If we’ve saved any books because they contain beautiful pictures, she advises cutting out those pictures, putting them into a clear plastic folder, and trashing the rest of the book. She happily promises that it won’t be long before we’re ready to ditch the folder of pictures, as well.
So what does she tell us to keep? Only books that, in her words, “spark joy.” And how do we know if a book sparks joy? Why, by taking it in your hands and waiting to feel something. If you feel anything but joy, out it goes. If you have a whole series of books – say, everything so far in the Game of Thrones saga – you are told to pile the whole series together and put your arms around the pile, “as though hugging it.” Feel joyous? Keep them all.
But what if I feel anguished with a book about climate change in my hands? Or if my heart aches holding Sophie’s Choice? The end of The Color Purple left me sobbing. Is that joy? Are we to turn out anything that brings us unease, anger, despair? How realistic is it to court only joy on our bookcases, or in our daily lives?
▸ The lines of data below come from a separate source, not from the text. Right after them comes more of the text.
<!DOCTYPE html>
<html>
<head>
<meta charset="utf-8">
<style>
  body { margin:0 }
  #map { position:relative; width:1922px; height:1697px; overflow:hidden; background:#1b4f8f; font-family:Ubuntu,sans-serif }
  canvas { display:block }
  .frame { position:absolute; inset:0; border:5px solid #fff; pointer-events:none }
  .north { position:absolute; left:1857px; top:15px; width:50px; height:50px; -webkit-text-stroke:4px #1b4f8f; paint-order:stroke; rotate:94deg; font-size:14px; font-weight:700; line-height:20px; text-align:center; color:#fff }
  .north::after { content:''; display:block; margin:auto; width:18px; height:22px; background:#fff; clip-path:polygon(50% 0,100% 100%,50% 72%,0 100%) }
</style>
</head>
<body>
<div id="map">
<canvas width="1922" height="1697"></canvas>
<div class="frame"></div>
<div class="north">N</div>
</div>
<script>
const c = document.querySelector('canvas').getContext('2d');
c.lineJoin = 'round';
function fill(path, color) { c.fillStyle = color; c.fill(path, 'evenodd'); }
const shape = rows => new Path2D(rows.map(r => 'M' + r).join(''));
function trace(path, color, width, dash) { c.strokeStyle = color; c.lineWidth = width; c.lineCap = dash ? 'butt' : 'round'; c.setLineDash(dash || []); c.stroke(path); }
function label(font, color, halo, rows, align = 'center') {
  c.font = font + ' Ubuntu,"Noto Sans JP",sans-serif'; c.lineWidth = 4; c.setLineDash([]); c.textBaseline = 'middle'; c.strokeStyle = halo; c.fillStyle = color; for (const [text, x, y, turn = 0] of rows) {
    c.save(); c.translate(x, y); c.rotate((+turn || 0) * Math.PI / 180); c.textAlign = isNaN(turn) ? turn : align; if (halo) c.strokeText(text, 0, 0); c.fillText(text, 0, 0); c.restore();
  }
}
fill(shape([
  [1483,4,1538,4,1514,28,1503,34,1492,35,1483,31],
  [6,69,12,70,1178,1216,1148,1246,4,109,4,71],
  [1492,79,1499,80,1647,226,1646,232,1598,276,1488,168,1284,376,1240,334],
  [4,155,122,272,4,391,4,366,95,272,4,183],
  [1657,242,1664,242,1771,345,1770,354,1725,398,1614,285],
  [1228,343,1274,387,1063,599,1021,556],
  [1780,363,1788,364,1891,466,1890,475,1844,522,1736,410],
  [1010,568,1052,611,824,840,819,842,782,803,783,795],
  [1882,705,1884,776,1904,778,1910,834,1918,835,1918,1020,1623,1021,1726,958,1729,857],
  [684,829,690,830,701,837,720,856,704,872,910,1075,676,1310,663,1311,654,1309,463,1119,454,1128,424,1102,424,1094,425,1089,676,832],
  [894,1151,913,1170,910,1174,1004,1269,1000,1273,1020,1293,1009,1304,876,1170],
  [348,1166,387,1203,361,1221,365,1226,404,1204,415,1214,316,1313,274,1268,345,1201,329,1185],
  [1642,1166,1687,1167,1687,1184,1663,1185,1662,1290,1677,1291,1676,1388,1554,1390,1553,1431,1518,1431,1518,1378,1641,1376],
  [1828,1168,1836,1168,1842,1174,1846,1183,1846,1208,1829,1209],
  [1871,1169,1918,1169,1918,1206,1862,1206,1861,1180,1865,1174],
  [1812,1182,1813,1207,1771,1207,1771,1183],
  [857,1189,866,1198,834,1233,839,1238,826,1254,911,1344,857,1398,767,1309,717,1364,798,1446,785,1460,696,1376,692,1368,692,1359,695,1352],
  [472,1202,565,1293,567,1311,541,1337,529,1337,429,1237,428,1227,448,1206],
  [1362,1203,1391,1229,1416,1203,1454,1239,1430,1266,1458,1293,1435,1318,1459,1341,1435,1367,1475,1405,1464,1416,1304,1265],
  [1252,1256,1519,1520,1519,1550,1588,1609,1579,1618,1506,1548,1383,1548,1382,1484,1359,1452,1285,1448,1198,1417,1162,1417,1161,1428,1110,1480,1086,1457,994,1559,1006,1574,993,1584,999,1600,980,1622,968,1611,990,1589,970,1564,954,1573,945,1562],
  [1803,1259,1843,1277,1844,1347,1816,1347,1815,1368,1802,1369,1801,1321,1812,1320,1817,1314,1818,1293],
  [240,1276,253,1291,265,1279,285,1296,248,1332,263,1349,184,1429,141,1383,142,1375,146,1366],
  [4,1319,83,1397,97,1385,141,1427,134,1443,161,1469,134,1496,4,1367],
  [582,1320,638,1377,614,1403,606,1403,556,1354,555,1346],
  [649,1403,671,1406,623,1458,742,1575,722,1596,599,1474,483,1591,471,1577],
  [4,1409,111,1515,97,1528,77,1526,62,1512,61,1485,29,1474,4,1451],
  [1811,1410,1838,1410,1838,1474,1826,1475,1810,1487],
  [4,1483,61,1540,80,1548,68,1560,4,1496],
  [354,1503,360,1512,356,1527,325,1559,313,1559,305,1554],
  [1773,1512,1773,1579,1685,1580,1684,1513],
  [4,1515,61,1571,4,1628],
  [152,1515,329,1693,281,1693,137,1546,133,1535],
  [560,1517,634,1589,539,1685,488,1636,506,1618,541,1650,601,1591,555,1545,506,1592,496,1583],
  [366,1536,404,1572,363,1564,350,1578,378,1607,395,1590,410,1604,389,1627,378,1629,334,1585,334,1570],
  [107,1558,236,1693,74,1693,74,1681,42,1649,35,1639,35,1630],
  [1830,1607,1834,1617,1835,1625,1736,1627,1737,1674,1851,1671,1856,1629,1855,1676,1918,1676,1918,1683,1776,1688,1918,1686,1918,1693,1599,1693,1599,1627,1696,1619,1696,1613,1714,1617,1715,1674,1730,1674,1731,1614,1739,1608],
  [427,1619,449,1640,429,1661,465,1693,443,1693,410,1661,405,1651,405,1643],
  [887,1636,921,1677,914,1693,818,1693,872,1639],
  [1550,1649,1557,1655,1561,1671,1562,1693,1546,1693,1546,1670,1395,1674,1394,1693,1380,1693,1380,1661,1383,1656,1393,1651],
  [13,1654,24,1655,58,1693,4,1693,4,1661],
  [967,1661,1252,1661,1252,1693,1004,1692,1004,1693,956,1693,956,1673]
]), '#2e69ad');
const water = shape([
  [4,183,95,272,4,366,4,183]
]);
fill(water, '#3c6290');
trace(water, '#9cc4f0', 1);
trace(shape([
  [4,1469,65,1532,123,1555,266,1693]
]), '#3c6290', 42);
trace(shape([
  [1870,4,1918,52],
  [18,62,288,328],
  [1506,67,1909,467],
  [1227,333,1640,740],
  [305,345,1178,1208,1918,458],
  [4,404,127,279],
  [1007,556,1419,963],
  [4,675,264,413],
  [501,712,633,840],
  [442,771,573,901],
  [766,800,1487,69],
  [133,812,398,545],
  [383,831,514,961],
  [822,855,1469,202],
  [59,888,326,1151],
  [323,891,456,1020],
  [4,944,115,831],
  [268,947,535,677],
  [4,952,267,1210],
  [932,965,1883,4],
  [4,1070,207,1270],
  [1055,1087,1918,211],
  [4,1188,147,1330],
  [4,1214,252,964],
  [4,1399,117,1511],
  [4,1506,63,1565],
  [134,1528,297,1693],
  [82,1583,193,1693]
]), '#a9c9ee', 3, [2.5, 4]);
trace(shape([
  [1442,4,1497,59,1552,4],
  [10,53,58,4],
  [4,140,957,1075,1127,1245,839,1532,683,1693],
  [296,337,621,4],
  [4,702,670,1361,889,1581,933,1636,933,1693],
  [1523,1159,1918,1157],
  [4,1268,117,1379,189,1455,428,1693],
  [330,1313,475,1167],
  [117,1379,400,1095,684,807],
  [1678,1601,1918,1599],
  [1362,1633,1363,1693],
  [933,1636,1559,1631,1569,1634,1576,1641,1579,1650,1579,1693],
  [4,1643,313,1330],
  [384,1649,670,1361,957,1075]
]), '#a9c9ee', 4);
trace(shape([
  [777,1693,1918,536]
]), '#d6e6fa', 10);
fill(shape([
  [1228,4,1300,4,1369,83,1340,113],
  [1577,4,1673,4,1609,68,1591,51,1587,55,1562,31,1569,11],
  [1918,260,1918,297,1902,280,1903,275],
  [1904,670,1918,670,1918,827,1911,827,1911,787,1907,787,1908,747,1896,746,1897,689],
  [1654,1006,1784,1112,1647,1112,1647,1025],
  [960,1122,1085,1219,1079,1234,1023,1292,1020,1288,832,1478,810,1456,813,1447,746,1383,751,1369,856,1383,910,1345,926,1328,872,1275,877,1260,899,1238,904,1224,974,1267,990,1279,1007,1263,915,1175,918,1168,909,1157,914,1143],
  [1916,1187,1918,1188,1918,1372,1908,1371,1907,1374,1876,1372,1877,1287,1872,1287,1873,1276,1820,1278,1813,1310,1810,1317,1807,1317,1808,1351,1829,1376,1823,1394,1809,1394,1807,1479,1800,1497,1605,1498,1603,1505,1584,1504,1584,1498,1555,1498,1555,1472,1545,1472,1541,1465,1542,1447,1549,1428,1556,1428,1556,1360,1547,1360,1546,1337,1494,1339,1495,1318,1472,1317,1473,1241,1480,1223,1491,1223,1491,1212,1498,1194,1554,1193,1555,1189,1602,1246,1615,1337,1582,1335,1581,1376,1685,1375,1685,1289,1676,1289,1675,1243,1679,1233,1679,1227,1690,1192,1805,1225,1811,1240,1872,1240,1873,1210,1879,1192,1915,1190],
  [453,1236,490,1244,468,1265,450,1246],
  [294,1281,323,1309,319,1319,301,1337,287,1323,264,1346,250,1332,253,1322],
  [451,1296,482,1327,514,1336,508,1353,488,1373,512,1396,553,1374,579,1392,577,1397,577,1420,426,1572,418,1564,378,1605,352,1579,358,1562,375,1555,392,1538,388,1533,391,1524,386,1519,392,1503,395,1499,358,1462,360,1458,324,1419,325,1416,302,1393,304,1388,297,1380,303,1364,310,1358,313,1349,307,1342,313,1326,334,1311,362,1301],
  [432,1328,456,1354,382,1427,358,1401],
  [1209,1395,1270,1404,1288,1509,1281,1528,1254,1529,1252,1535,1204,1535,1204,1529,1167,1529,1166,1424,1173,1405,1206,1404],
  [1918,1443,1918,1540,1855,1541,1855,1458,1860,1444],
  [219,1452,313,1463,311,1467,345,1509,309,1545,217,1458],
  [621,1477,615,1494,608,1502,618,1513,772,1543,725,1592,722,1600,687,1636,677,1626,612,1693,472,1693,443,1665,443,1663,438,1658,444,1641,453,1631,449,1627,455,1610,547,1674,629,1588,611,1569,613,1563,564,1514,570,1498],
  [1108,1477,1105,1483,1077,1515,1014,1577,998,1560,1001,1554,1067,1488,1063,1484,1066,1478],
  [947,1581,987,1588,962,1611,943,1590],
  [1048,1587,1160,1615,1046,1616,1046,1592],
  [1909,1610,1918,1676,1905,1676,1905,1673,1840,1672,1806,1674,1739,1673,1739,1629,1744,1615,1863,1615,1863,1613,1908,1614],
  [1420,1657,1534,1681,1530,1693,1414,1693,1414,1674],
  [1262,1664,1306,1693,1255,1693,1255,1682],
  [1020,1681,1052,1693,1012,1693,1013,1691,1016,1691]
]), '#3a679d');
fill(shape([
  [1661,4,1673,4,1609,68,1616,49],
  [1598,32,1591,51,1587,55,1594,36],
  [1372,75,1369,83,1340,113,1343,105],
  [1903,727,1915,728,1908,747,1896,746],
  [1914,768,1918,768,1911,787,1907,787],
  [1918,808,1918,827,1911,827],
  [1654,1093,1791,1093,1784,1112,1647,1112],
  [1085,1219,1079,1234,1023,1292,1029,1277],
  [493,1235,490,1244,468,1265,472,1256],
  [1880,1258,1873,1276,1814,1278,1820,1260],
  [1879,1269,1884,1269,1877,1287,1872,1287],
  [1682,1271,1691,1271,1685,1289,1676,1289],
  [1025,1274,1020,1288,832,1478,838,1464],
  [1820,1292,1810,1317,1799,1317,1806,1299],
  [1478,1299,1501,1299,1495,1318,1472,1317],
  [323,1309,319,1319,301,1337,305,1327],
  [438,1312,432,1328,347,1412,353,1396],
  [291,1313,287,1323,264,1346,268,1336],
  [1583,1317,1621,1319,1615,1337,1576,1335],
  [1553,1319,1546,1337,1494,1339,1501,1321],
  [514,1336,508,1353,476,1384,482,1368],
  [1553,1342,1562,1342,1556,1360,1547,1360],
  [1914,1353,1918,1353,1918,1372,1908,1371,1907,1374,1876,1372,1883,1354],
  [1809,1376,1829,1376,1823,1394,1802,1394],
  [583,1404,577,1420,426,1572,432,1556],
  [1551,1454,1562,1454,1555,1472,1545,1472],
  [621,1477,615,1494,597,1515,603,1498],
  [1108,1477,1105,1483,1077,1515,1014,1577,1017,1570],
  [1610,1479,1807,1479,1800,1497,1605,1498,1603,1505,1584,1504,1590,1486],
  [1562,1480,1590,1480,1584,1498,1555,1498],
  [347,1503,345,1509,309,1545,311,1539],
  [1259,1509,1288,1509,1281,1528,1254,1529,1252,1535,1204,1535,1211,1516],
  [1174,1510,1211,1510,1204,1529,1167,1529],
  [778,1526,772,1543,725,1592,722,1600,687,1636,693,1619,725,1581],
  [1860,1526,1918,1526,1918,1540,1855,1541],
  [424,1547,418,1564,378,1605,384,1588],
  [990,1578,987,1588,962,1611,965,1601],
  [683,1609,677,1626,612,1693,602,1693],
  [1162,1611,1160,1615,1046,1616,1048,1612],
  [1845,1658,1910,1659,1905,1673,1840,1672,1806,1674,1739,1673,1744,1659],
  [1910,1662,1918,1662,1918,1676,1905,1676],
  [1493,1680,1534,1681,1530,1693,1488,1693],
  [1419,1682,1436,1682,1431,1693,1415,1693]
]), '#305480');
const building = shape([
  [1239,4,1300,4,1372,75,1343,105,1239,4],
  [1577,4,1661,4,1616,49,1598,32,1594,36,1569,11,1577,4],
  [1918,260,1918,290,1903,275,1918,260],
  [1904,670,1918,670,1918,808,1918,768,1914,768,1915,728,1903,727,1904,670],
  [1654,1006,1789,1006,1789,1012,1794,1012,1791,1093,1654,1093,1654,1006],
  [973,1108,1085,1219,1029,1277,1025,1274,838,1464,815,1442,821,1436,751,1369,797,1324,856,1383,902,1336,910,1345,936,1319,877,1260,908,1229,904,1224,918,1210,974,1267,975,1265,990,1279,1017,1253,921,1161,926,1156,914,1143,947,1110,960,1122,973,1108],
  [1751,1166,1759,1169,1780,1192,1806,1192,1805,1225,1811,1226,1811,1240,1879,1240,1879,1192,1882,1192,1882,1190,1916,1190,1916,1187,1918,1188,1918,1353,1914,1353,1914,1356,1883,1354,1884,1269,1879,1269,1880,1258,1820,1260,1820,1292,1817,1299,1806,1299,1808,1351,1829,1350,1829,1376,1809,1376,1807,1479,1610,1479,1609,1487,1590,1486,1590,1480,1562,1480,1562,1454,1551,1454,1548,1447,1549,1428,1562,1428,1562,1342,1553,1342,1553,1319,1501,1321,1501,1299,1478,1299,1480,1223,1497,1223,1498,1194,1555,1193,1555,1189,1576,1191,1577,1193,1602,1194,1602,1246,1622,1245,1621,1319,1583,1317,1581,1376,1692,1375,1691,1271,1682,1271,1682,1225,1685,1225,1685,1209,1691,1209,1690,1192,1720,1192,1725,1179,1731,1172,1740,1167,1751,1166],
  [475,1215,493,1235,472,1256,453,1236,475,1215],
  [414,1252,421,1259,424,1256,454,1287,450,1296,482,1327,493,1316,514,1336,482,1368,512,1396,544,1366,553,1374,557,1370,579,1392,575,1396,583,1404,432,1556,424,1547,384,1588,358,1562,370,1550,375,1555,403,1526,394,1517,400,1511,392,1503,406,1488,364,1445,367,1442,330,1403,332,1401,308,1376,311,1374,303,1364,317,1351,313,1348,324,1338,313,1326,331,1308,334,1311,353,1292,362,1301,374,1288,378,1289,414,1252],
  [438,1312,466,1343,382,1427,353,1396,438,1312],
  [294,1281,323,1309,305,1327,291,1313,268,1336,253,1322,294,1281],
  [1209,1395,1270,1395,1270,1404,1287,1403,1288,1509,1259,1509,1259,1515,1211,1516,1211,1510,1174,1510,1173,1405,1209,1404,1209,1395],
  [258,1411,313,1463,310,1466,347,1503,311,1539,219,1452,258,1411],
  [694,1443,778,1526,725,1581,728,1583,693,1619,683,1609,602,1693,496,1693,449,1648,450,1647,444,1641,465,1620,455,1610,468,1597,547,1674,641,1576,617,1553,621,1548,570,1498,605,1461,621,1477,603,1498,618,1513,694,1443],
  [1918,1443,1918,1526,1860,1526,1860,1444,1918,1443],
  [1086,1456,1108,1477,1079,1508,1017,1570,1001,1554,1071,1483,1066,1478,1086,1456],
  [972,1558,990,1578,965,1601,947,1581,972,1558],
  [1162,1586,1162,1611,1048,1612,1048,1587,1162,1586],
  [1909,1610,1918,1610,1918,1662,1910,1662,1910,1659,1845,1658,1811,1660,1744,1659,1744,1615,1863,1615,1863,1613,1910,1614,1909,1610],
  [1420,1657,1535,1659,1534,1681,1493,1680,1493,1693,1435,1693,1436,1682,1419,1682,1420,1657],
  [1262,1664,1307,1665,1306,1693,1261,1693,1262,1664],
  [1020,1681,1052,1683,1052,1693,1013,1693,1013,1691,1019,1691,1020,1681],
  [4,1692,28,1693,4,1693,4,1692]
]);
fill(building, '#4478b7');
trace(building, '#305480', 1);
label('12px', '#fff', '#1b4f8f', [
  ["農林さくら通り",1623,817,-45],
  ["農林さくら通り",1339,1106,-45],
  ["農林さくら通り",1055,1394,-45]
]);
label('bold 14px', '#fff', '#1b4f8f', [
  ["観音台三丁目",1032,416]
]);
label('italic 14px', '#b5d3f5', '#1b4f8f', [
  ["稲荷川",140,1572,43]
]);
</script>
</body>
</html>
Some books bring us comfort. I keep an alarmingly sentimental book, Rainbow Cottage, penned by Grace Livingston Hill in 1934, because it bestowed such solace during my divorce. I keep Emma Donohue’s searing novel Room because her depiction of an abducted woman and her child is as compelling as it is distressing.
I can live with the KonMari Method (as her rules are called) if I can define “joy” so it makes sense in the real world. Novelist Ayana Mathis got it right: “Joy is nothing like happiness, its milquetoast cousin. It is instead a vivid and extreme state of being, often arrived at in the aftermath of great pain.”
Marie Kondo urges us to thank the items we discard. While I may not bow to my old t-shirts, as she instructs, I can see the value in patting some books goodbye, saluting their time with us. Then send them back out into the world, hardbacks and paperbacks, to meet – and to move – their next readers.